Marc -- we need to know why it isn't converging -- so the first thing to look at is whether the bottom solver is converging.

Turn on the bottom solver verbosity enough to tell whether it is maxing out on iterations.

Something that would also help would be to see what the residual is at each level up and down the V-cycle -- thal will tell us whether the issue is something in one of the higher AMR levels or something coarser than amr level 0.

Can you turn on more verbosity so we can see that as well?

One final thought -- I'd be more comfortable resolving the other MAC issue (with inconsistent filling of boundary values) before going after this -- is it possible that has caused this issue (i.e. if bc's are making it not solvable due to inconsistent filling of boundary values).

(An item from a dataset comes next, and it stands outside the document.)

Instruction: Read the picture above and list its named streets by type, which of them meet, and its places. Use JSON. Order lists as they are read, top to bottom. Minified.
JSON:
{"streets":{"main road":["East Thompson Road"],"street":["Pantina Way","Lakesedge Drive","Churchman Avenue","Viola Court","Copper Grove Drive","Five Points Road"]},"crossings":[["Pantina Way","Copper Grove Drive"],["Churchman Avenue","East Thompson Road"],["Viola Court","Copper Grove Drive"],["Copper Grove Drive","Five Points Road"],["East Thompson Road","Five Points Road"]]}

So maybe do both -- set off the runs with a bunch of verbosity then at the same time see if you can resolve the fillpatch issue?

Those are my best suggestions for path forward

On Mon, Jun 3, 2024 at 9:15 AM Marc T. Henry de Frahan < @.***> wrote:

I am just playing catchup here and trying to replicate what others have done. Preliminaries

srun -N128 -n1024 -c1 --gpus-per-node=8 --gpu-bind=closest amr_wind StableABL_precursor1.inp time.max_step=20 amrex.abort_on_out_of_gpu_memory=1 amrex.the_arena_is_managed=0 amr.blocking_factor=16 amr.max_grid_size=128 amrex.use_profiler_syncs=0 amrex.async_out=0

  • I am using this version of amr-wind:

============================================================================== AMR-Wind (https://github.com/exawind/amr-wind)

AMR-Wind version :: v2.1.0-13-ge986100e AMR-Wind Git SHA :: e986100e5722648d991f9102c7b3859b1d1a03a5 AMReX version :: 24.05-20-g5d02c6480a0d

Exec. time :: Fri May 31 16:44:38 2024 Build time :: May 24 2024 12:40:23 C++ compiler :: Clang 17.0.0

MPI :: ON (Num. ranks = 1024) GPU :: ON (Backend: HIP) OpenMP :: OFF

Enabled third-party libraries: NetCDF 4.9.2

       This software is released under the BSD 3-clause license.

See https://github.com/Exawind/amr-wind/blob/development/LICENSE for details.

Observations

  • This case is a pain to debug. Turn around time in the Frontier debug queue for 1 run is several hours. The run itself is about 7mins but you end up sitting in the queue forever. Here's a summary of the grid.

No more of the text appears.